Based on an initial review of a first set of proxies reflecting the new SEC executive compensation disclosure requirements, DolmatConnel & Partners, a compensation consulting firm, has published an analysis (here to download the detailed study) which notes that the new disclosures are lengthier than anticipated, but missing the information critical to a clear understanding of the company's overall executive compensation program.
Findings highlighted by DolmatConnel include:
- The median length of the Compensation Discussion and Analysis (CD&A) was 4,726 words, nearly five times longer than many original estimates.
- Only approximately one-third (36%) of companies chose to include exact financial performance targets (for short-term incentives) in their CD&A. The remaining firms did not disclosure specific targets, presumably because these firms believe such disclosure would cause competitive harm.
- There was a great lack of information and detail disclosed about the method of valuing equity paid upon termination or Change-in-Control, a component of executive pay currently under significant scrutiny, making comparisons between companies impossible. Have the new disclosures met the SEC's intended goals? Are they easier to understand than the old disclosures? Have more disclosure requirements become less helpful and more confusing to investors? The answers are varied and our conclusion is that the new rules have made a very positive step forward in some areas, and a serious step backwards in others.
- The new disclosures contain a much greater degree of detail than historically seen. Information on peer group companies, performance targets, bonus targets, non-qualified deferred compensation, and "other compensation" is available for the first time, and this adds significantly to providing a complete picture of compensation and enhances the ability to analyze the link between executive pay and firm performance.
- The "last-minute" revision to equity valuation rules (disclosing the FAS123R expense in the Summary Compensation Table instead of the previously disclosed initial grant value) obscures how most professionals in the field look at compensation for a given year. It is now aligned with accounting expense, but that is not how investors, executives, Board members and compensation consultants look at executive compensation.
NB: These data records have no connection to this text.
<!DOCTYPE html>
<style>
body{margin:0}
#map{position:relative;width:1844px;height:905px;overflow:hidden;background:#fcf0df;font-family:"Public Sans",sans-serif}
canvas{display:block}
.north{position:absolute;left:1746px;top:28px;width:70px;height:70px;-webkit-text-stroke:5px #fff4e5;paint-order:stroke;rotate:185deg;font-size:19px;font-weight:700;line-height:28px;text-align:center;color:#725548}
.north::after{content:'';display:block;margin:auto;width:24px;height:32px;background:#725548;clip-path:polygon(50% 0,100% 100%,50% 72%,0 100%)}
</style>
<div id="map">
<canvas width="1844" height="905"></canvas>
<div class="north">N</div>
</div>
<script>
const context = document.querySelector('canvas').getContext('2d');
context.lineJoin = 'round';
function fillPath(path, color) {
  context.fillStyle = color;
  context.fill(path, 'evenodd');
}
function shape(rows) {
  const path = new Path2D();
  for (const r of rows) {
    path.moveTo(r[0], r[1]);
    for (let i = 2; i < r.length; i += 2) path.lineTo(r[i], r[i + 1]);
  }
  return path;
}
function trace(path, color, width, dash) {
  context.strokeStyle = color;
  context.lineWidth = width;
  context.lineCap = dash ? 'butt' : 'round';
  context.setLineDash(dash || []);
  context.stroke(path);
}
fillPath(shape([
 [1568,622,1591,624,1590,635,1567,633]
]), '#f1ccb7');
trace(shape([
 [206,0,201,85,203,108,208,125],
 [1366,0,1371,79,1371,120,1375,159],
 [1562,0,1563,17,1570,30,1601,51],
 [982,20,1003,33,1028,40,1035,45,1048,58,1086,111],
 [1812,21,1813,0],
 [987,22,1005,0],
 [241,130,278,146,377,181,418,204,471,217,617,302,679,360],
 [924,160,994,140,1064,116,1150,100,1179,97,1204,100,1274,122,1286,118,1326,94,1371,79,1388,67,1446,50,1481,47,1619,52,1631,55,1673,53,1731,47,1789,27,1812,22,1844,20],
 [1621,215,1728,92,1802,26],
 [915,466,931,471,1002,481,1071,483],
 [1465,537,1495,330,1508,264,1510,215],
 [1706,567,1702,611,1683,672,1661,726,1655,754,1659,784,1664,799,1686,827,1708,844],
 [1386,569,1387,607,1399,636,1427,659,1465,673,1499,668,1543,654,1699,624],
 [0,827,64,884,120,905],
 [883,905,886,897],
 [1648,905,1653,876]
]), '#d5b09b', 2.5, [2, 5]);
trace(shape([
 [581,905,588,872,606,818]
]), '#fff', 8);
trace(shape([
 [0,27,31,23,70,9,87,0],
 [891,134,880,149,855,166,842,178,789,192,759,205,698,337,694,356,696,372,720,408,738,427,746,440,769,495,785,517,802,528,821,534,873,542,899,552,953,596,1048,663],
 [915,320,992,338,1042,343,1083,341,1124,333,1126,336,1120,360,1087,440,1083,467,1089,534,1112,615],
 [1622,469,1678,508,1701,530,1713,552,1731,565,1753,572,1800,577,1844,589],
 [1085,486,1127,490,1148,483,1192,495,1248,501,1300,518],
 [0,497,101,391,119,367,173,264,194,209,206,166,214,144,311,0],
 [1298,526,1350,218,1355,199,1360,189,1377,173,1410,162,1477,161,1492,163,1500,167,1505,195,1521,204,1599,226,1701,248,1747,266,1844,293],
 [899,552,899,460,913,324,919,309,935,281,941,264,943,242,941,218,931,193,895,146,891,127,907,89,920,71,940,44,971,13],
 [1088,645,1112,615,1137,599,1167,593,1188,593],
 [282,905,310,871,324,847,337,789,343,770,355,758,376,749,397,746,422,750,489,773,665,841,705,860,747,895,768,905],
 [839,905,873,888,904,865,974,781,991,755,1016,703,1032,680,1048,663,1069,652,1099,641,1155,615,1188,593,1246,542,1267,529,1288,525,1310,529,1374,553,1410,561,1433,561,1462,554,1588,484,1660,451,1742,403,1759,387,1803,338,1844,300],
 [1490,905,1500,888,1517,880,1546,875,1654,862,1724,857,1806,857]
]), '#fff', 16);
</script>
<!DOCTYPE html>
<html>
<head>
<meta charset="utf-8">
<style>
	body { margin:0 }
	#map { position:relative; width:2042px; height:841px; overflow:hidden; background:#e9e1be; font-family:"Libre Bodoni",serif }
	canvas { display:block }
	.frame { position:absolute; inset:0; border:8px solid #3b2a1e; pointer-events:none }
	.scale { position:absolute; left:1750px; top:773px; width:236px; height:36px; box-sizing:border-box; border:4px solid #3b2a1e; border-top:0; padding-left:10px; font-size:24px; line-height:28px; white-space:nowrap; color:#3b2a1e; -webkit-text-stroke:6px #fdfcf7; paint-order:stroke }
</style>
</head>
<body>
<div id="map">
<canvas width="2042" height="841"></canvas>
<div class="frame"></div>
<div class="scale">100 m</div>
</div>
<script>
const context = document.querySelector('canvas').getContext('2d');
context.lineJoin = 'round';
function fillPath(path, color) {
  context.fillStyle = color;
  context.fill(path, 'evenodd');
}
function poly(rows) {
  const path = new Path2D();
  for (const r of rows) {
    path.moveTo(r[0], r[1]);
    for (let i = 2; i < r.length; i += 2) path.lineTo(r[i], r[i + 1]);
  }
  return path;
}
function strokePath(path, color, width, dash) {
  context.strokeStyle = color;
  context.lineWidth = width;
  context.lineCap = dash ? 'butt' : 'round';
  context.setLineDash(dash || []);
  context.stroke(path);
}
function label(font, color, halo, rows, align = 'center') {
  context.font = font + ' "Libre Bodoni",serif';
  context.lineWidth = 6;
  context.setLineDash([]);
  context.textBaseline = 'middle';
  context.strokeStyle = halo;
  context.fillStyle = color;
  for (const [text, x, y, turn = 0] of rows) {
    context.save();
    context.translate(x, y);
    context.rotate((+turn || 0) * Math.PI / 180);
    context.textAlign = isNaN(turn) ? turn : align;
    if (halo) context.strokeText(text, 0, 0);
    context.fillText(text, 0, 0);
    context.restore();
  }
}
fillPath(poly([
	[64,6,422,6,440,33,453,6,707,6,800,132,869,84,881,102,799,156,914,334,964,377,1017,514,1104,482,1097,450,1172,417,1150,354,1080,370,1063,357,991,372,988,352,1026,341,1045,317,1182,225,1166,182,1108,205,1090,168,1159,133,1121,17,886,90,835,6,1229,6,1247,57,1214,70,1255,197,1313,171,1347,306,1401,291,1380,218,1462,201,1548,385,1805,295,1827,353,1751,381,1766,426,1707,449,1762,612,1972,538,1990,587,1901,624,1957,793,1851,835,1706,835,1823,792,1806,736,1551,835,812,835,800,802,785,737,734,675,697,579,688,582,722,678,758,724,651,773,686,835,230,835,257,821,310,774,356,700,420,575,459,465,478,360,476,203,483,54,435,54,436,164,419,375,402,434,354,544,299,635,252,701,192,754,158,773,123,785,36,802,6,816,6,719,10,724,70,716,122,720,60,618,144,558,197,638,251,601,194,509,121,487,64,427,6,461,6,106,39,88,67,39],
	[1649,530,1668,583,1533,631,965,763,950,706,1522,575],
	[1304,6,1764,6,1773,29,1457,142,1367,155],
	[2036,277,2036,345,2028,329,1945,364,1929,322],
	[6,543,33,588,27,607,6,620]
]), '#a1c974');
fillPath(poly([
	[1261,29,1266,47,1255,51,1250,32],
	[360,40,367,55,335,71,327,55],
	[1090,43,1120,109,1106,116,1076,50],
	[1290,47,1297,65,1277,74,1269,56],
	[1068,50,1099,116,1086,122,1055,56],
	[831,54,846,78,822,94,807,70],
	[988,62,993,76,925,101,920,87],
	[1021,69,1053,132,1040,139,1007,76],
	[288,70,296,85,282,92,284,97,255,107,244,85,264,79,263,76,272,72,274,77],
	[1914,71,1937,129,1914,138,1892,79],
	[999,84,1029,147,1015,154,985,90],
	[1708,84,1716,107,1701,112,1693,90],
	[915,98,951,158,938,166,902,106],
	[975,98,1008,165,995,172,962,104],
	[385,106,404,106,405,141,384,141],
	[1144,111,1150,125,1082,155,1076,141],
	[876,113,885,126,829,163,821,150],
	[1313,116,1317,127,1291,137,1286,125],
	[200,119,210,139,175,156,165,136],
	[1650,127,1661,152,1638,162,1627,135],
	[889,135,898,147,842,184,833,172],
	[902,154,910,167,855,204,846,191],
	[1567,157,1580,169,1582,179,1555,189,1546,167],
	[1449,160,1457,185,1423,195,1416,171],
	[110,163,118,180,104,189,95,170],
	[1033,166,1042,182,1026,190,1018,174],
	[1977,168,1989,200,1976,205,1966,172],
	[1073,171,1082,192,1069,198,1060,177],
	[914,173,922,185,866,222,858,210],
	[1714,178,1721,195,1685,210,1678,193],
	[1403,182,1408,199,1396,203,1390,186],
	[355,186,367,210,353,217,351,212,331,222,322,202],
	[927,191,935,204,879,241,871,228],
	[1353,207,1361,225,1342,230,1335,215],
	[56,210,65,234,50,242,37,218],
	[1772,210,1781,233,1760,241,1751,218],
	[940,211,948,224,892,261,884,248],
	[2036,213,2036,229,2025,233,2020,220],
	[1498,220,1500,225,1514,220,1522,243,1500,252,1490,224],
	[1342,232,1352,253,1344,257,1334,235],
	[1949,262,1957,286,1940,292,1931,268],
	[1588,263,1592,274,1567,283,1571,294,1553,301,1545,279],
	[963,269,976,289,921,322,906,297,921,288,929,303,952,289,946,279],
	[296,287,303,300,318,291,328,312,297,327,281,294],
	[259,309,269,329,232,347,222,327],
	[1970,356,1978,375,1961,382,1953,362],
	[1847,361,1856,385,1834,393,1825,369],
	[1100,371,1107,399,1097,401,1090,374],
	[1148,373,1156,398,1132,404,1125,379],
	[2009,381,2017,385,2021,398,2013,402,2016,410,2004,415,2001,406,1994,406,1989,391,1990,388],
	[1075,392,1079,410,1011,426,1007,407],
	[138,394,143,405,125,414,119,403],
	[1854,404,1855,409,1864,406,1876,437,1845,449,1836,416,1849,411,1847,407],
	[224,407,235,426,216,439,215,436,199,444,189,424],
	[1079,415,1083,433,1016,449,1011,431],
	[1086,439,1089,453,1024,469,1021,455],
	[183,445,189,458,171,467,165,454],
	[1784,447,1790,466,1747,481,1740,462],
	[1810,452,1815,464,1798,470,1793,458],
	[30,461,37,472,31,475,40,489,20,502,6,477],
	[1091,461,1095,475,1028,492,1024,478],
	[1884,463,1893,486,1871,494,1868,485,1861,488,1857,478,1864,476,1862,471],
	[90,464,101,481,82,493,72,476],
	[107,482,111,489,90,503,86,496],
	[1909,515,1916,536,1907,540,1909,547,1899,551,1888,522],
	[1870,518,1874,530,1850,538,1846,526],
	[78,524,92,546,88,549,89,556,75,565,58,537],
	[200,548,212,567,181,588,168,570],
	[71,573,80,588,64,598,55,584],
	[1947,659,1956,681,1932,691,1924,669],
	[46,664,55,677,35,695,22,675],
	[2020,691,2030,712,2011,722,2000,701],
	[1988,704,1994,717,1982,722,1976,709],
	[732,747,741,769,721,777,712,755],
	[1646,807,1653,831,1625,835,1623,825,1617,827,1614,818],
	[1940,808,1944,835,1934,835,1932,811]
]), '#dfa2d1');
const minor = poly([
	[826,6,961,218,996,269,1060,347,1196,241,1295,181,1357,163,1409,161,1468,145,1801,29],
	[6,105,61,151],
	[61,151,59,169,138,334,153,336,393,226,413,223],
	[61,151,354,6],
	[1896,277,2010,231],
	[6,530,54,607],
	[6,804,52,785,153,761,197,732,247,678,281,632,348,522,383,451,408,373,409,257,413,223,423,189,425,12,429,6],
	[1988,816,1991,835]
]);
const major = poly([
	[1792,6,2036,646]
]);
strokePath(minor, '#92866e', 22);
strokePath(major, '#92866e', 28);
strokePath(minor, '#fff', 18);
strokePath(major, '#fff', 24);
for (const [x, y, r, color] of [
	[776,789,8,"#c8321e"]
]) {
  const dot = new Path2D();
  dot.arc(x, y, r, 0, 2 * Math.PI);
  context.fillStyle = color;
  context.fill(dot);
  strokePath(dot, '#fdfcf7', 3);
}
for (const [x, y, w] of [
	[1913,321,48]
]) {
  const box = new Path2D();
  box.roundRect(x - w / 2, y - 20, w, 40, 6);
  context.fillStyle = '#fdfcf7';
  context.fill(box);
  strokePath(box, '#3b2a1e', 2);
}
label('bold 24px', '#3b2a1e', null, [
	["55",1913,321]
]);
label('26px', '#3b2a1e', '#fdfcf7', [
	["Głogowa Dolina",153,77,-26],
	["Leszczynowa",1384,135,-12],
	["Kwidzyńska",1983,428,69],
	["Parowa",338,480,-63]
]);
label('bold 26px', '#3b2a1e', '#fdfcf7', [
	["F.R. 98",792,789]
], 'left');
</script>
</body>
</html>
While this change was called a "win" for business by the media, our analysis found that this change only resulted in lower reported values 50% of the time (values are actually higher the other 50% of the time).
- The fact that a bonus, as we all know it, is no longer a bonus, but was changed to a non-equity incentive award, buried amongst the long-term incentive data in the Summary Compensation Table, was ill advised. Salary and bonus are always thought of together, and this change creates serious confusion for the average investor.